Abstract

‘Mass Observation’ is a social research project that was begun in 1937 and has encouraged people to record their views at greater length than what is captured by other surveys of social attitudes. The original project ended in the 1960s, but it was relaunched in 1981 from the University of Sussex, collecting people’s thoughts on a variety of topics in response to questionnaires that were sent to them, referred to as ‘directives’. The material that Hinton uses in this book was generated by a 1996 directive asking volunteers to write about their attitudes to the supernatural, understood in a broad sense, and how those attitudes relate to their other beliefs, including any religious beliefs they might have. What emerges is a fascinating picture of a complexity that is missed by the idea of a simple religious/non-religious divide.
The respondents, Hinton says, fell into three main groups: Christians; believers in non-religious notions of spirituality; and atheists and agnostics. Their thoughts do not, however, slot easily into those three categories. ‘For many of these people,’ he says, ‘religious belief or its absence was fraught with ambiguity, ambivalence, uncertainty, longing or, in some cases, guilt,’ and ‘opinion polls are unlikely to register such complexities’ (p. 11).
Attitudes to death and mortality, for instance, cut across the divides between those three groups, and ‘beliefs about the existence or non-existence of the supernatural were less important than orientations towards the meaning of life’ (p. 50). Sensations of the presence of dead relatives were experienced by people who had no belief in life after death, but for whom it expressed the importance of the family as a way of dealing with loss. Several non-believers found significance in the idea of being part of the continuing natural world, an all-encompassing cosmic order.
Views of the relation between religion and science present a similarly complex picture, with some religious believers as resolute in their rejection of ‘superstition’ as non-believers, others willing to set reason aside if the science appeared to conflict with their beliefs, and some of the unbelievers ‘equally conflicted, disappointed that science could offer no answers to life’s deeper mysteries’ (p. 68).
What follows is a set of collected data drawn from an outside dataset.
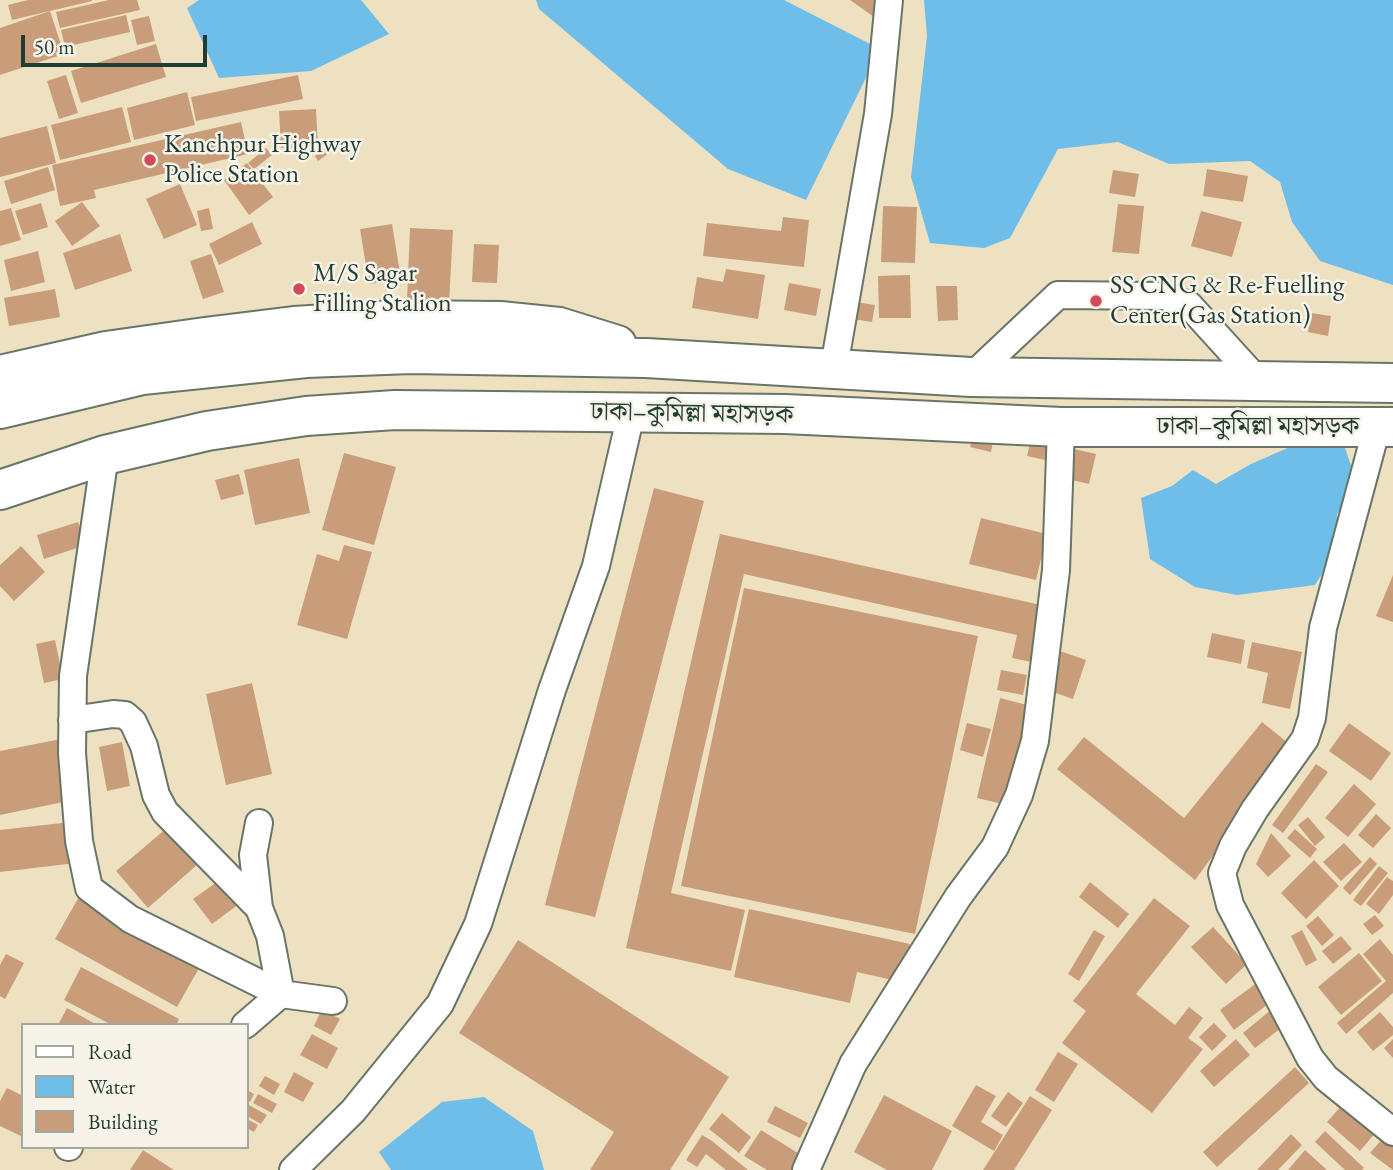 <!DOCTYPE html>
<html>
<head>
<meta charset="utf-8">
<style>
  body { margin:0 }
  #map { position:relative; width:1393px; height:1170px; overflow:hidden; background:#ede1c2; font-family:"EB Garamond",serif }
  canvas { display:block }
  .legend { position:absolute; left:21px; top:1023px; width:228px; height:126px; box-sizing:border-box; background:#f7f3e8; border:2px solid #a1aaa0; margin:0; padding:9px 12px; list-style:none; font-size:21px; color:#1f3d34 }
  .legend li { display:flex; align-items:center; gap:14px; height:35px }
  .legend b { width:35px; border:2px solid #a1aaa0 }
  .scale { position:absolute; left:21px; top:35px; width:186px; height:32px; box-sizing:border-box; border:4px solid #1f3d34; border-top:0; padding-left:9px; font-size:21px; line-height:24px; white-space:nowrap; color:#1f3d34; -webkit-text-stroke:5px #f7f3e8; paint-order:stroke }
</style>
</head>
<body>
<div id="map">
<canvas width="1393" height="1170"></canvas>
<ul class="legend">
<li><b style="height:9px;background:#fff"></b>Road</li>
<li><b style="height:19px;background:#6fbde9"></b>Water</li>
<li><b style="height:19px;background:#ca9d7a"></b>Building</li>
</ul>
<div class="scale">50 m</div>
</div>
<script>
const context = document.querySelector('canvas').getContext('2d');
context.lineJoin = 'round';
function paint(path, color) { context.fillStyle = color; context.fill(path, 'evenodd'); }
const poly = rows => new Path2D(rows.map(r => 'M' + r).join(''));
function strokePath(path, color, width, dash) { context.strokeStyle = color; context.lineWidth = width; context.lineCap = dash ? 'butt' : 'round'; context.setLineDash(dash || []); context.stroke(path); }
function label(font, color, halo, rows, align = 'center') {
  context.font = font + ' "EB Garamond","Noto Serif Bengali",serif'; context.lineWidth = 5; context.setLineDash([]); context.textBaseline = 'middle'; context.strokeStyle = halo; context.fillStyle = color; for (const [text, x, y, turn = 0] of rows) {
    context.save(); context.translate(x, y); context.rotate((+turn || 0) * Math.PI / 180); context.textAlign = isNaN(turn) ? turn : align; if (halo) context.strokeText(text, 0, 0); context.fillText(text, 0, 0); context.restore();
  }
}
paint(poly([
  [199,0,361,0,389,34,311,71,219,78,187,8],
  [536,0,784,0,880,49,806,200,728,169,539,9],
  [924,0,1393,0,1393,285,1320,261,1292,222,1280,182,1250,161,1169,164,1118,142,1058,149,1010,238,984,248,930,243,911,177,927,36],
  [1315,436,1345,448,1357,483,1337,514,1338,548,1315,585,1237,595,1195,587,1150,559,1141,498,1172,486,1193,470,1216,484,1251,464],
  [484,1097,533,1131,544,1170,391,1170,379,1152,442,1102]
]), '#6fbde9');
paint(poly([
  [28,0,92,0,92,1,12,20,8,5],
  [109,0,137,0,140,10,60,28,56,12],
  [850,0,879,0,874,17],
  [50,11,64,54,0,75,0,28],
  [126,15,130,32,65,47,61,30],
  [149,16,155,41,137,45,131,20],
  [156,44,166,77,81,103,71,71],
  [66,75,78,113,59,119,47,81],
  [298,75,303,99,196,121,191,97],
  [187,92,195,125,134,140,127,108],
  [122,107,131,142,60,160,51,125],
  [316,109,318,146,281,148,279,111],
  [241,122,248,154,94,190,96,198,60,206,52,165],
  [47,126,56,163,0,177,0,138],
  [331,144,335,149,318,161,315,156],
  [266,148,272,155,254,169,248,163],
  [247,163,273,197,249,215,224,180],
  [48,167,55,190,11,204,4,181],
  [1207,169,1248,176,1243,202,1203,196],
  [1113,170,1139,174,1135,197,1109,193],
  [180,184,197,225,164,239,146,199],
  [82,202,100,226,72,246,55,221],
  [41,203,48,227,23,235,15,211],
  [1118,204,1144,206,1139,254,1112,252],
  [883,206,917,207,915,263,881,262],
  [11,208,21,240,0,246,0,211],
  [209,208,213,229,201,231,197,211],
  [1201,211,1242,222,1232,257,1191,246],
  [783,217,809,220,804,267,703,256,707,223,781,231],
  [252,222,262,244,219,265,209,244],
  [392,224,401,279,369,284,360,229],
  [410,228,453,230,449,303,407,301],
  [120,234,132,271,75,290,63,253],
  [474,244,499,245,497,283,472,282],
  [38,251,45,282,11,291,4,260],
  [211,254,224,292,203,299,190,261],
  [726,269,765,275,758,319,692,308,697,277,723,282],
  [910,275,911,318,879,318,878,276],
  [789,283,821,289,816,316,784,310],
  [936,286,957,286,958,320,938,321],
  [55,289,60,317,9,326,4,298],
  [843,300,875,305,872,322,840,317],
  [1311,313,1331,316,1328,336,1308,332],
  [1033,430,1057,436,1050,461,1027,456],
  [974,431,994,436,991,452,970,447],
  [1070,448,1096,454,1089,484,1063,478],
  [344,453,396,467,374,545,322,530],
  [299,458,310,513,255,525,244,470],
  [239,474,244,494,221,500,215,480],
  [654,488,704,501,595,917,545,905],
  [981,518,1047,534,1036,580,969,564],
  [78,522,86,545,44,559,37,535],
  [720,534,1050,607,1037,663,1012,658,1017,635,744,574,671,893,745,910,731,971,626,948],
  [344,545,372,552,347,639,297,625,317,554,339,561],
  [21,546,45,572,14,601,0,586,0,565],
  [1393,575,1393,622,1376,616],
  [744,588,978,636,915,934,681,886],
  [1212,633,1245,640,1241,664,1207,657],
  [55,640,63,679,44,683,36,644],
  [1252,642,1302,652,1290,709,1262,703,1268,673,1247,668],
  [1060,651,1086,660,1073,699,1047,690],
  [1001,670,1027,675,1023,695,997,690],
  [252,683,272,774,226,785,206,694],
  [1000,698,1035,707,1011,806,977,798],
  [1262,722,1293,747,1195,880,1057,769,1084,737,1184,818],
  [967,723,991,729,983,757,960,750],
  [1349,723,1391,753,1371,781,1329,751],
  [61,739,73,800,0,815,0,751],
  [122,742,130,786,107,791,99,747],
  [1316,764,1328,772,1283,833,1272,825],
  [1354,784,1376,804,1348,837,1325,818],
  [1376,814,1391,828,1373,848,1358,835],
  [1308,817,1325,837,1315,846,1298,825],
  [71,822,76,863,0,872,0,830],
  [167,828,198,864,148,908,116,871],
  [1295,829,1317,849,1310,858,1287,838],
  [1271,833,1291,856,1268,877,1256,864],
  [1344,843,1362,862,1341,881,1323,862],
  [1370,857,1377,864,1350,895,1343,888],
  [1314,860,1339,886,1306,919,1281,893],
  [1379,866,1388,873,1361,906,1353,900],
  [1387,877,1393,881,1393,895,1379,914,1366,904],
  [221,879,239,904,212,924,193,899],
  [1090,882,1129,914,1118,928,1079,897],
  [80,895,202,963,177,1007,55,939],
  [1154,898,1190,926,1136,994,1175,1025,1189,1007,1203,1018,1188,1038,1203,1049,1152,1113,1062,1043,1086,1011,1073,1001],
  [749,909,910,944,901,982,857,972,850,1003,734,977],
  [1375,915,1384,926,1372,935,1363,924],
  [1318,916,1334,935,1322,946,1306,926],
  [1213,927,1247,964,1226,984,1191,947],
  [1094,930,1105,936,1079,981,1068,974],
  [1302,930,1317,960,1306,966,1291,936],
  [1341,936,1352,949,1333,964,1322,951],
  [1380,939,1393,955,1393,993,1346,1034,1337,1023,1386,981,1363,954],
  [518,940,729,1077,670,1170,590,1170,614,1132,459,1033],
  [1359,953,1382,981,1341,1015,1318,987],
  [6,954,24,963,5,999,0,996,0,965],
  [81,967,179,1019,176,1025,112,1025,64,1000],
  [1258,982,1272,1001,1234,1030,1220,1010],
  [67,1008,97,1025,58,1025],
  [322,1009,340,1019,331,1035,314,1026],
  [1272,1009,1285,1025,1255,1048,1243,1033],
  [1380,1012,1393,1027,1393,1035,1373,1051,1357,1032],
  [1214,1023,1227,1036,1212,1051,1199,1037],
  [312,1034,338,1048,327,1069,300,1055],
  [1236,1039,1250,1055,1214,1087,1200,1071],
  [1393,1039,1393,1058,1384,1048],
  [1058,1052,1078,1064,1054,1102,1035,1090],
  [1295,1067,1309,1083,1217,1167,1203,1152],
  [294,1072,314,1083,303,1102,284,1092],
  [265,1076,280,1084,274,1095,259,1086],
  [976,1085,996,1096,981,1122,1003,1135,994,1151,952,1126],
  [7,1088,23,1096,23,1137,0,1126,0,1101],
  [247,1090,254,1094,250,1102,247,1100],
  [1008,1092,1023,1103,1006,1127,991,1116],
  [258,1094,277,1104,272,1113,253,1103],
  [884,1095,952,1131,932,1170,887,1170,854,1152],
  [1030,1096,1052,1110,1014,1170,983,1170],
  [247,1104,267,1115,261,1124,247,1116],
  [1343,1104,1376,1132,1360,1151,1327,1122],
  [775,1106,808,1123,800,1138,767,1122],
  [722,1113,751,1137,739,1153,709,1129],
  [247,1119,258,1125,254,1132,247,1128],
  [761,1130,809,1160,802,1170,767,1170,744,1156],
  [1325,1131,1364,1168,1362,1170,1345,1170,1315,1142],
  [1291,1134,1302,1145,1278,1170,1257,1170],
  [702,1135,712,1141,748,1170,726,1170,706,1154,697,1167,686,1160],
  [1383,1138,1393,1146,1393,1170,1370,1153],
  [143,1150,174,1170,130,1170],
  [1305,1150,1327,1170,1288,1170]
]), '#ca9d7a');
const minor = poly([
  [834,367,878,114,889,0],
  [971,377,1058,295,1164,296,1189,305,1259,382],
  [1377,427,1323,628,1312,718,1305,739,1255,809,1233,846,1222,873,1230,905,1310,1058,1326,1078,1393,1132],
  [105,455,73,676,72,753,79,841,89,888,130,919,281,994,333,1001],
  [72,720,113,714,125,715,133,722,144,746,156,795,165,812,259,908],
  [245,1025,281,994,270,936,259,908,253,855,259,823],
  [68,1147,69,1147],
  [293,1170,353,1111,440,1004,478,924,552,690,596,566,631,414],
  [806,1170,853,1064,958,897,995,847,1019,795,1035,741,1056,570,1061,427]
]);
const highway = poly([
  [0,375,106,351,205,337,294,326,396,320,500,321,559,327,617,345],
  [0,409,142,375,306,358,411,354,646,358,971,377,1393,383],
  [0,490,105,455,207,431,306,416,395,410,785,414,1061,427,1393,427]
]);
strokePath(minor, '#677666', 30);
strokePath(highway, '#677666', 42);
strokePath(minor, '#fff', 26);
strokePath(highway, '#fff', 38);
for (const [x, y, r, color] of [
  [150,160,7,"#d1495b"],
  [299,289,7,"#d1495b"],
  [1096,301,7,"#d1495b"]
]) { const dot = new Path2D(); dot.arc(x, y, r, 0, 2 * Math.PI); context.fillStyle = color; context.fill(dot); strokePath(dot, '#f7f3e8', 2.5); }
label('26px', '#1f3d34', '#f7f3e8', [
  ["Kanchpur Highway",164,145],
  ["Police Station",164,175],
  ["M/S Sagar",313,274],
  ["Filling Stalion",313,304],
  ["SS CNG & Re-Fuelling",1110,286],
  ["Center(Gas Station)",1110,316]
], 'left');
label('26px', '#1f3d34', '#f7f3e8', [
  ["ঢাকা–কুমিল্লা মহাসড়ক",692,414,1],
  ["ঢাকা–কুমিল্লা মহাসড়ক",1258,427]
]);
</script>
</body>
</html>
‘Transcendent’ experiences of awe and wonder were important both for believers and for non-believers, often as responses to the natural world and the countryside, and often also to literature, art and music, including religious music, which could be as powerfully experienced by atheists as by believers. For a number of the mass observers, out-of-body or near-death experiences had been significant in their lives, without necessarily being understood in religious terms.
As interesting as the material itself is the conclusion to which Hinton is led. As he says, he is concerned not just to report it but to enter into dialogue with it. Coming to it as a convinced atheist, he was increasingly drawn to the view that what matters is not so much the truth or falsity of beliefs as the exercise of the human imagination to find intimations of meaning in a life. His aim, he says, ‘has been to bring divergent ways of finding meaning in human life into dialogue with one another’ (p. 140).